Minorities, Their Stories Rise to Top 2019 Oscars

Minorities, Their Stories Rise to Top 2019 Oscars



In a night of firsts, the 2019 Oscars saw historically underrepresented communities and their stories ascend to the top of Hollywood’s glitziest awards show.


Green Book, the biographical film about black Jazz pianist Don Shirley and his white driver and bodyguard in the segregated South, took home the night’s top prize, winning best picture at the 91st Academy Awards. Mahershala Ali, who is Muslim and plays Shirley, won best supporting actor for his performance.
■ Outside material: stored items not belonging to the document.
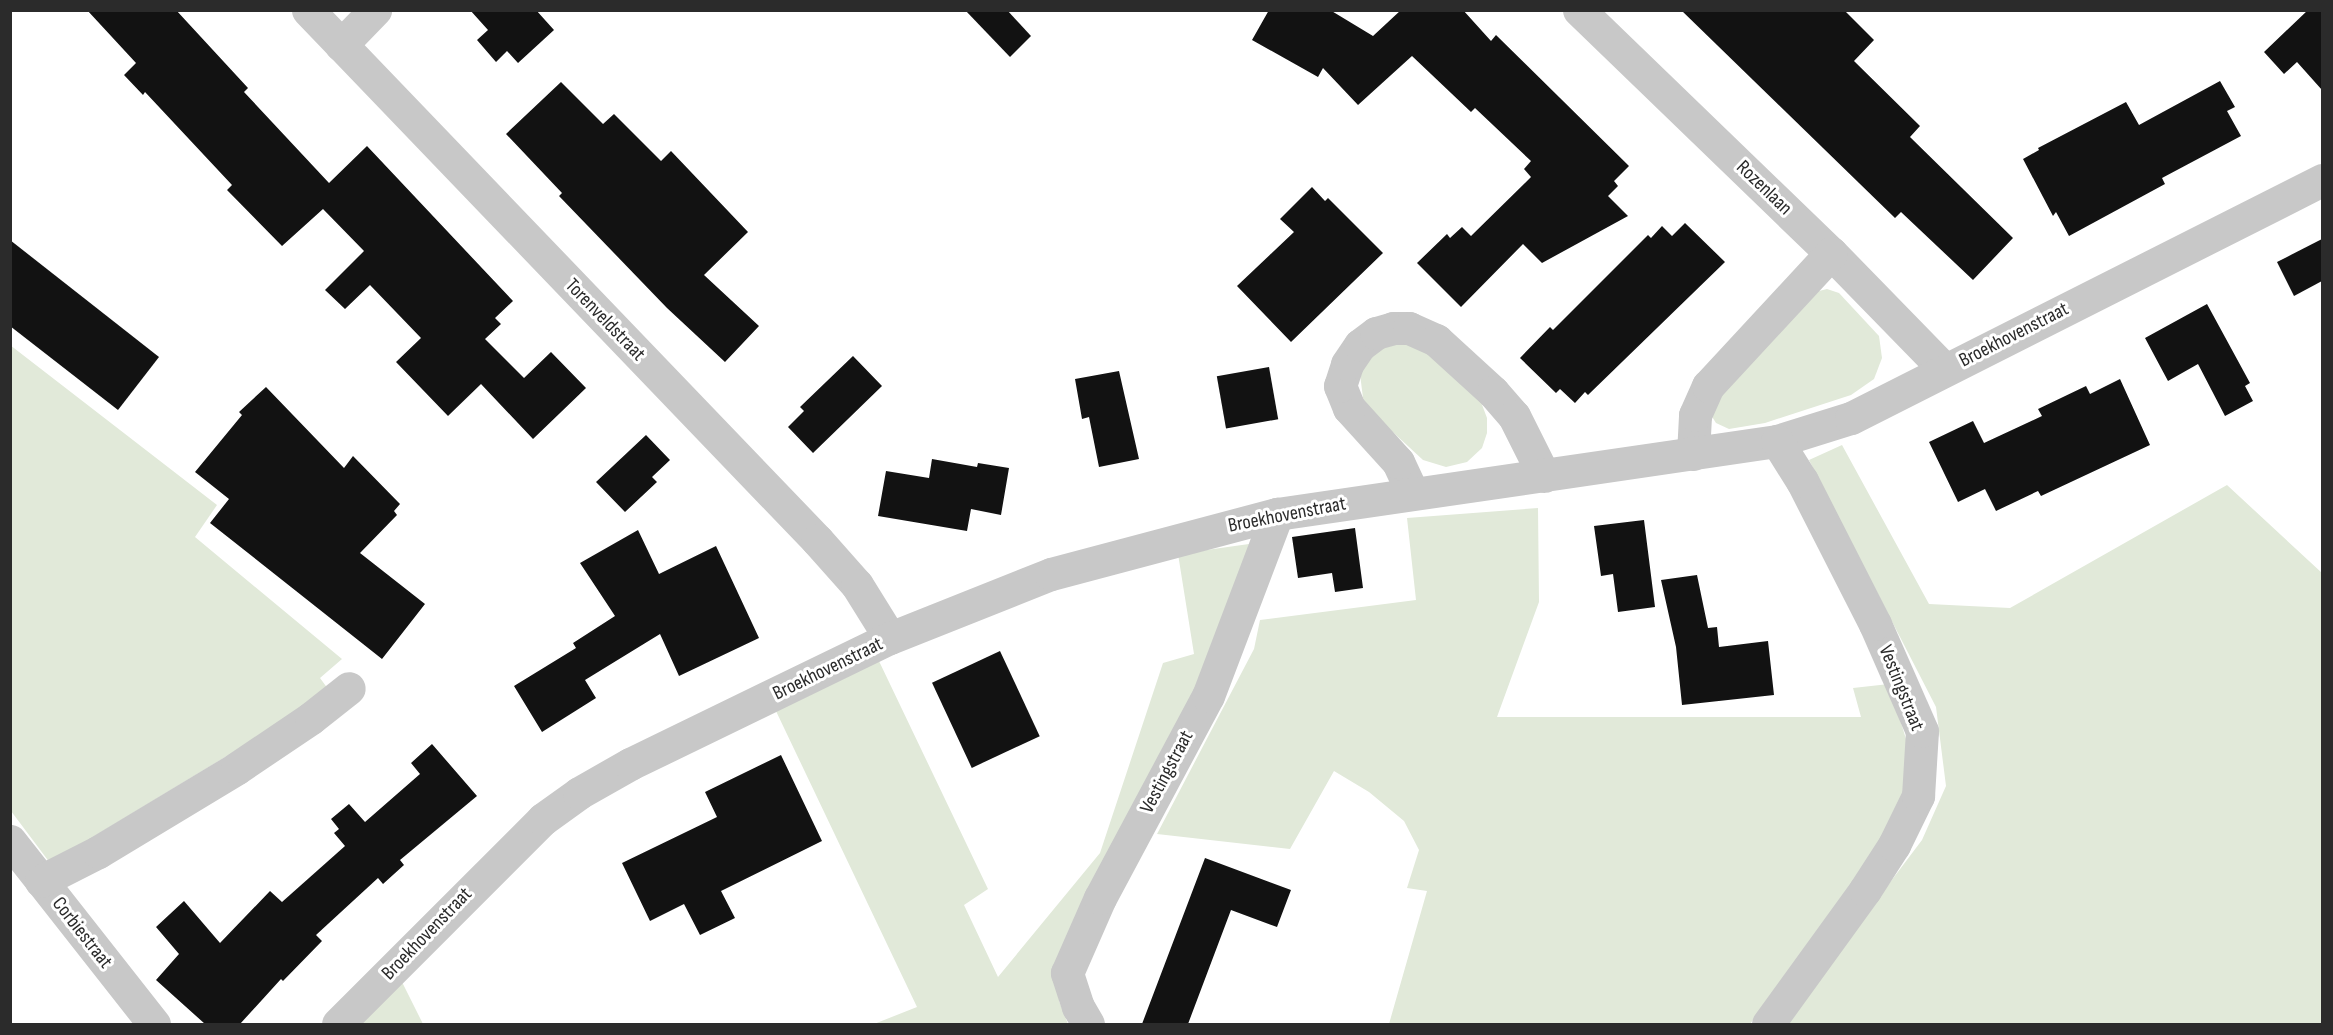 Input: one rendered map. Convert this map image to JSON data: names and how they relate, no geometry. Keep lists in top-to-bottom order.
{
  "streets": {
    "street": [
      "Rozenlaan",
      "Torenveldstraat",
      "Broekhovenstraat",
      "Vestingstraat",
      "Corbiestraat"
    ]
  },
  "crossings": [
    ["Rozenlaan", "Broekhovenstraat"],
    ["Torenveldstraat", "Broekhovenstraat"],
    ["Broekhovenstraat", "Vestingstraat"]
  ]
}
It was his second win in the category.


In all seven black nominees emerged on top in their respective categories, including Hannah Beachler, who was the first black nominee in the best production design category for her work in Black Panther.


Green Book’s win caught many by surprise with favorites Roma and Black Panther leading best picture speculation going into a night that was marked in many ways by an ever-present absence.


This year’s Academy Awards went without a host after Kevin Hart withdrew from the show amid controversy. He was replaced by not one individual, but an ensemble of presenters.


But it was the night’s diversity that took center stage.


Among the night’s top winners, Rami Malek, the son of Egyptian immigrants, won best actor for his portrayal of musical phenom Freddie Mercury in the Queen biopic Bohemian Rhapsody. The film took home the most awards on the night, netting four in total including sound editing, sound mixing and film editing.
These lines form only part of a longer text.